However, the energy capacity of secondary cells is not as simply
increased. In this respect, when an infrastructure allowing device
users to charge devices safely in a short time anywhere at anytime
is prepared, the need to increase energy capacity is
alleviated.
[0183] Two lithium ion secondary cell packs developed for fast
charging were prepared. For one minute and in a contactless manner,
one pack was charged with a charging current of 400 mA and the
other pack was charged with a charging current of 3 A. A charging
current of 400 mA is typical for a current portable phone charging
system. Thereafter, each cell pack was connected to a
motor-operated model (for example a doll which moves a bicycle) and
started to be discharged. The results showed that the
motor-operated model stopped after 8 seconds for the pack charged
with 400 mA, and continued to operate for 100 seconds for the pack
charged with 3 A. Much concern is being voiced about the safety and
durability of lithium ion secondary cells due to the high charging
current of 3 A. However, this cell originally developed for
large-scaled motor driving of electric automobiles has high heat
radiation around the cell due to a stack structure employed for an
internal electrode. In relation to the deterioration of energy
capacity after repeated charging/discharging, it has been
considered using improved electrode material to significantly limit
deterioration of energy capacity as compared to typical lithium ion
secondary cells.
[0184] In the remote wireless driving charger 24 according to this
embodiment, an equivalent circuit for wireless power transmission
in a copper loss limit region (rc>>rr) is shown in FIG. 16A
and an equivalent circuit for the portable device 30 is shown in
FIG. 16B.
[0185] As shown FIG. 16A, the primary coil 10 included in the
remote wireless driving charger 24 according to this embodiment is
represented by a series circuit including copper loss resistance rc
accompanying winding copper loss, an inductance L1, a primary side
resonance capacitor C1 and a reverse induction voltage v1. An
excitation voltage e is connected to this series circuit to flow a
primary side excitation current i1 therethrough.

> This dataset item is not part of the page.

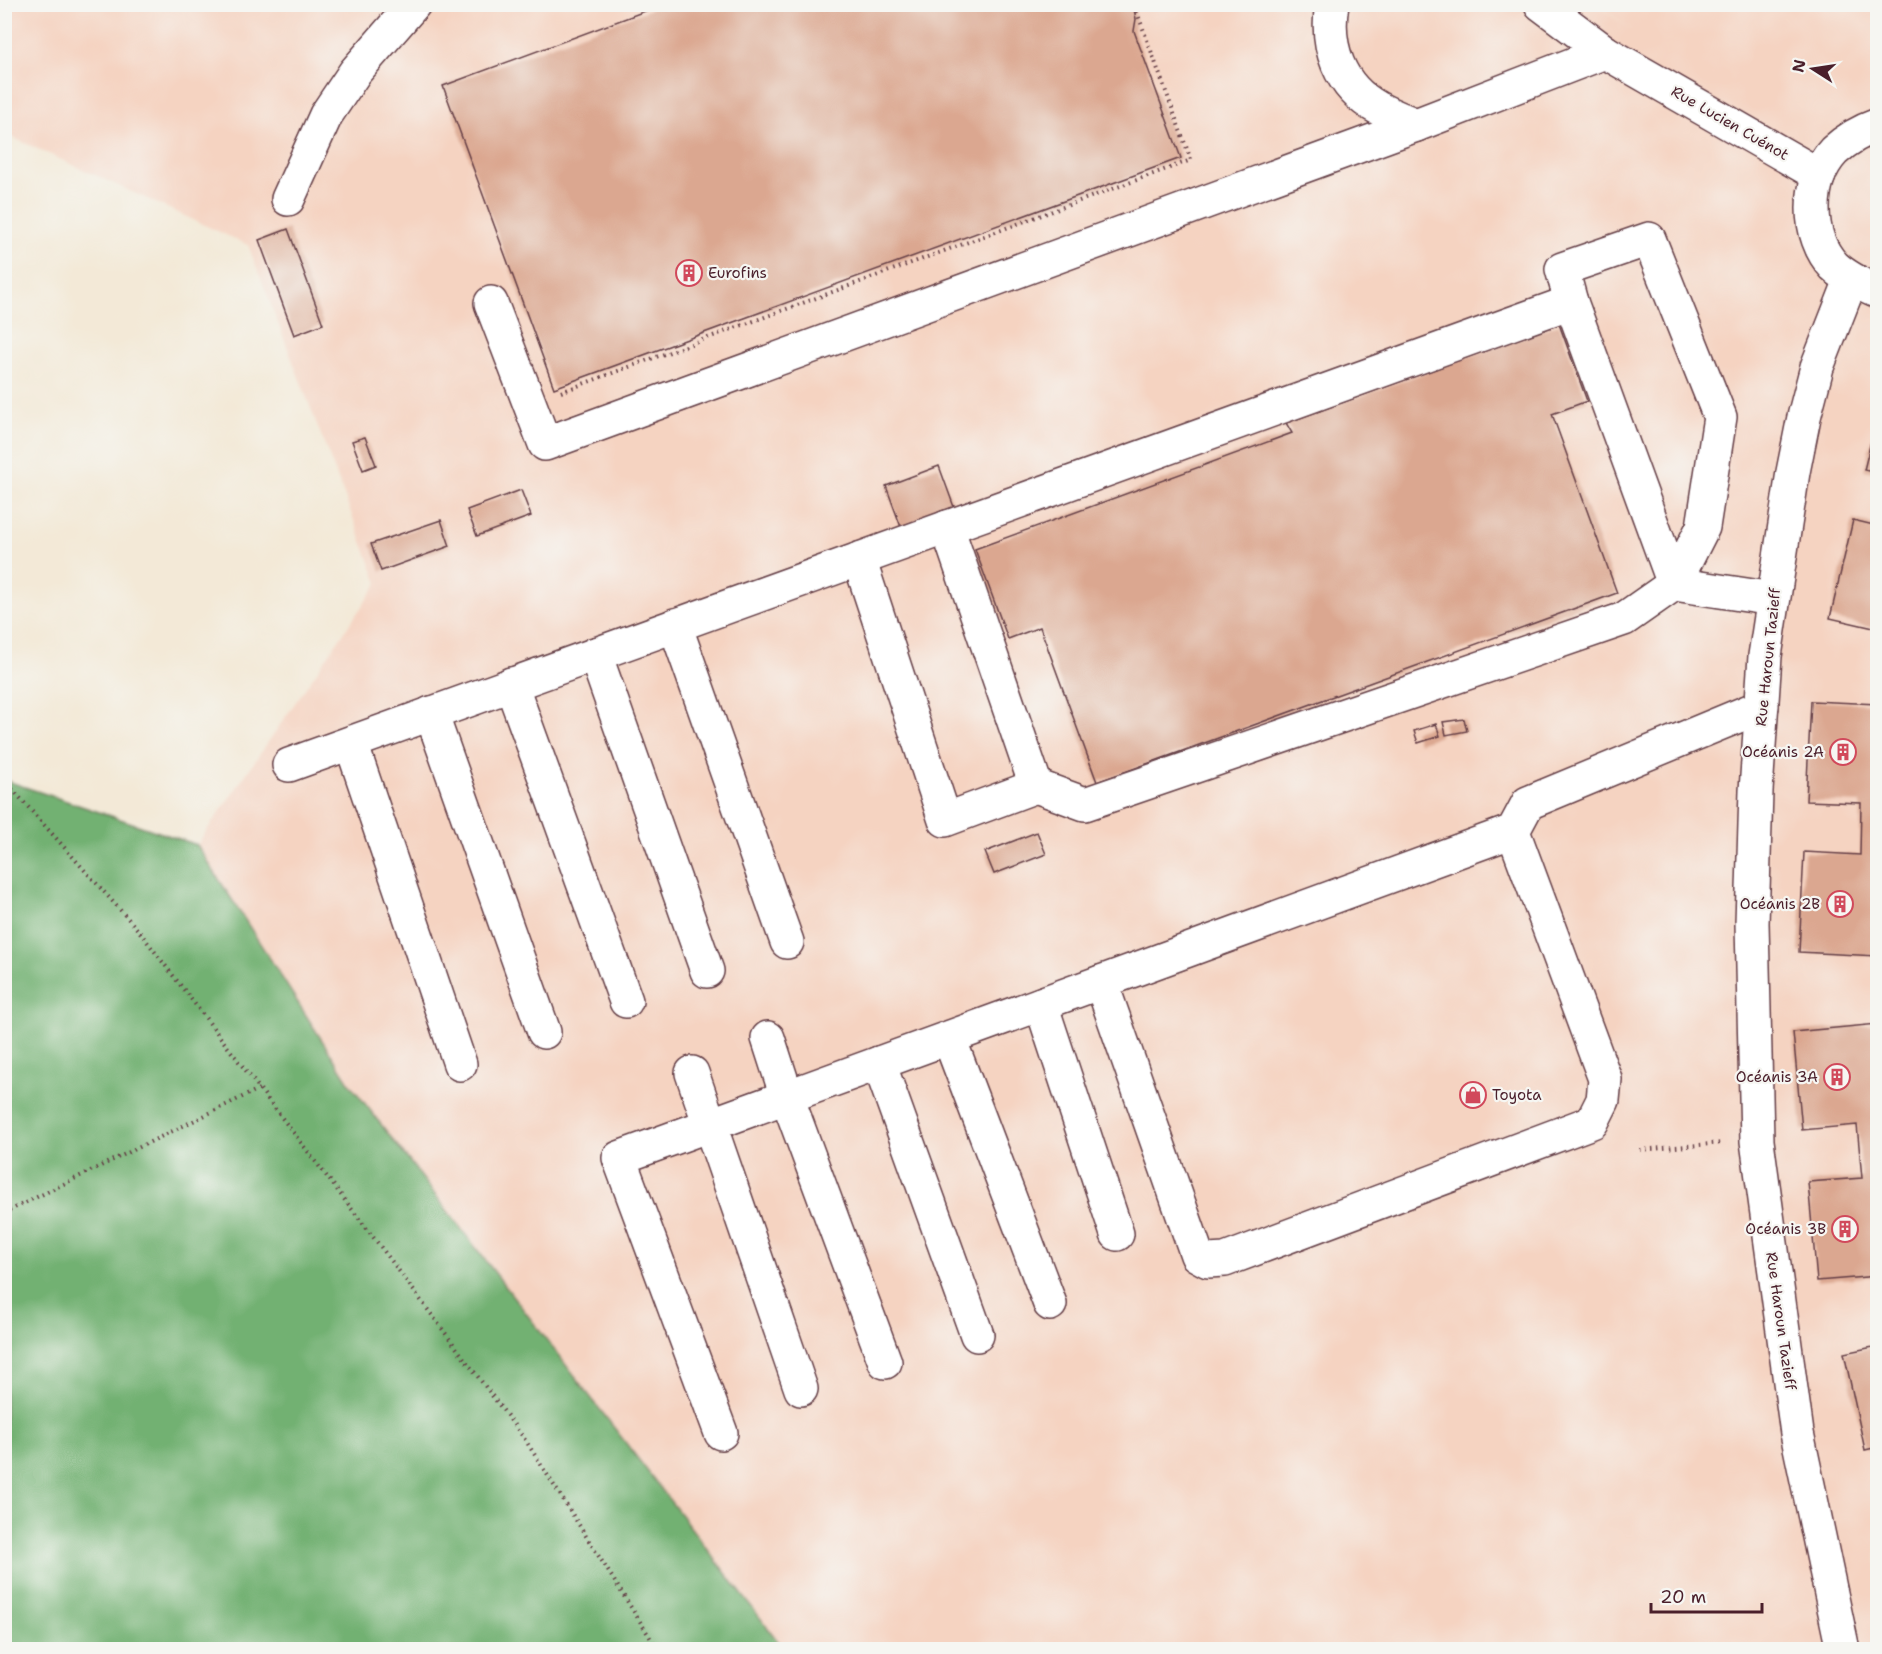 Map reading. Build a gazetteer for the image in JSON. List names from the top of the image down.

[0186] In addition, as shown in FIG. 16A, the secondary coil 12
embedded in the portable device 30 is represented by a series
circuit including equivalent resistance rc accompanying winding
copper loss, an inductance L2, a secondary side resonance capacitor
C2 and an induction voltage v2. Load resistance rL is connected to
this series circuit to flow a secondary side induction current i2
therethrough. Furthermore, as shown in FIG. 16B, the secondary coil
12 is represented by a series circuit including equivalent
resistance rc, an inductance L2, a secondary side resonance
capacitor C2 and an induction voltage v2. The secondary side
resonance capacitor C2 is divided into capacitors C21 and C22 and
load resistance rL is connected in parallel to the secondary side
resonance capacitor C22. The load resistance rL shown in FIG. 16B
corresponds to an input resistance of 4.OMEGA. of the portable
device 30, as shown in FIG. 3.
[0187] The equivalent radius of each of the primary coil 10 and the
secondary coil 12 is denoted by a, a power carrier frequency is
about 10 MHz, and a wavelength is about 30 m.
[0188] (a) The load resistance rL of 4.OMEGA. (in average) shown in
FIG. 16B can divide the resonance capacitor C2 and can connect a
bridge rectification circuit as a load, as shown in FIG. 3.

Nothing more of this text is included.